The survey, conducted only every few years, shows home-owning families whose main earner was 55 to 64, and who had an employer-sponsored pension, had a median net worth of $1.4 million in 2023. Renters without a pension plan in the age group had a median net worth of $11,900.

Home ownership was the main factor in the difference, as those who owned their home but didn’t have a pension had a median net worth of $914,000, while those with a pension but did not own had a median net worth of $359,000.

The data released Tuesday also shows Canadians of all income brackets are trying to get into real estate, said Dan Skilleter, director of policy at economic inclusion non-profit Social Capital Partners.

“The most striking numbers they have in here are about just the growth of real estate as an asset class,” he said.

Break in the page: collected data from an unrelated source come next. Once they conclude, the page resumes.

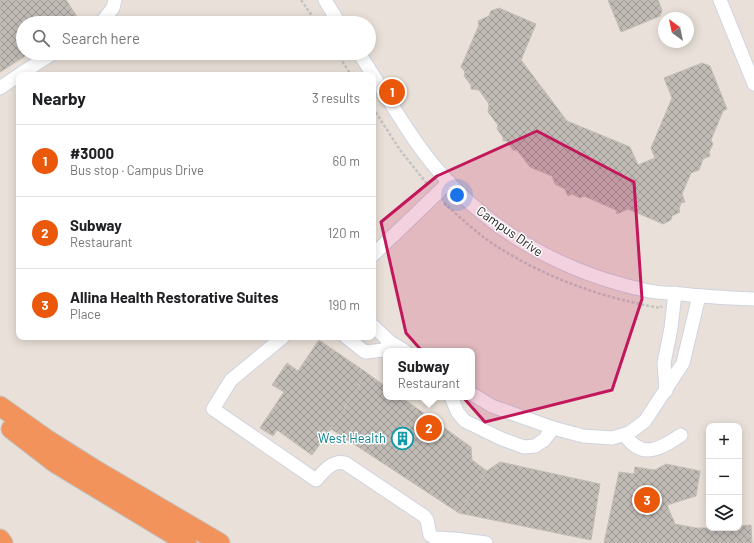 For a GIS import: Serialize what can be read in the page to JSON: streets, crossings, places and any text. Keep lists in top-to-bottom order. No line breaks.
{"streets":{"street":["Campus Drive"]},"places":{"building":["West Health"]},"north":"top left","page":{"search":"Search here","heading":["Nearby","3 results"],"pins":["1","2","3"],"list":[{"mark":"1","name":"#3000","note":"Bus stop · Campus Drive","value":"60 m"},{"mark":"2","name":"Subway","note":"Restaurant","value":"120 m"},{"mark":"3","name":"Allina Health Restorative Suites","note":"Place","value":"190 m"}],"popup":["Subway","Restaurant"],"map_buttons":["+","−"]}} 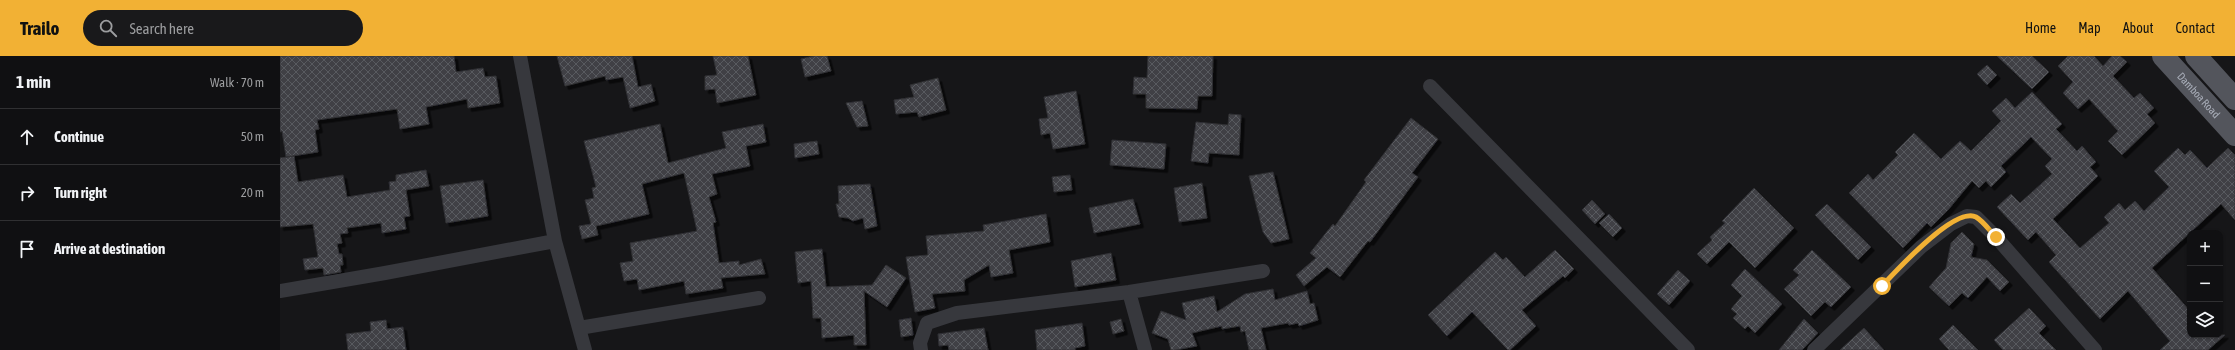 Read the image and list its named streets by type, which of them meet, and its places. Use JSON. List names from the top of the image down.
{
  "streets": {
    "main road": ["Damboa Road"]
  },
  "page": {
    "header": "Trailo",
    "search": "Search here",
    "nav": [
      "Home",
      "Map",
      "About",
      "Contact"
    ],
    "heading": ["1 min", "Walk · 70 m"],
    "list": [
      ["Continue", "50 m"],
      ["Turn right", "20 m"],
      "Arrive at destination"
    ],
    "map_buttons": ["+", "−"]
  }
}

“So it’s clear everyone’s been getting signals about how important that is, and I think that is dysfunctional, and has been leading to an unsustainable situation where real estate has become an essential stepping-stone to really have any financial security in Canada.”

The picture in the report was similar for families whose main earner was under 35, as the median net worth of those who own their principal residence was $457,100, compared with $44,000 for those who don’t.

The gap for young families is even larger than at first glance though, as Statistics Canada notes that of that $44,000 net worth, an increasing amount is due to renters owning real estate that is not their principal residence.

It noted that of renters without pensions, 15 per cent had a net worth above $150,000 in 2023, compared with five per cent in 2019, as more buy into real estate.

Overall, the survey found the median net worth of Canadian households was $519,700, up 57 per cent from 2019 when it was last conducted.

The median wealth of households under 35 was $159,100, up from $56,400 in 2019, while the 55 to 64 category was the richest at $873,400, up from $797,000 four years earlier.

The survey involved a 45-minute questionnaire sent to a sampling of almost 40,000 homes to provide a detailed view of what families own and what debts they have.

“It’s really the only survey we have where the government gets to peer into the full financial story of families,” Skilleter said.

The survey, however, has a significant blind spot for Canada’s wealthiest. Statistics Canada divides the survey in tiers to make sure various household categories are represented, but the highest tier is the wealthiest five per cent in Canada, meaning anyone above about $2.4 million for the 2019 survey.

The broad top category means the top one per cent, and 0.1 per cent, are hardly captured, Skilleter said.

“What’s not part of the survey is to take a broader look at the Canadian economy and see: is wealth concentration in general getting worse or getting better,” he said.

“And much to my dismay, they can’t even take a stab at answering that question, because they don’t set up their survey to even have a good chance of getting a single billionaire or 100 millionaire to take the survey.”

The richest family in the 2012 version of the survey had a net worth of $23.7 million, and $27.3 million in the 2016 report, while Credit Suisse estimates there are more than 5,500 Canadians with a net worth of more than $50 million, including 120 with a net worth of more than $500 million, Skilleter noted in an April report.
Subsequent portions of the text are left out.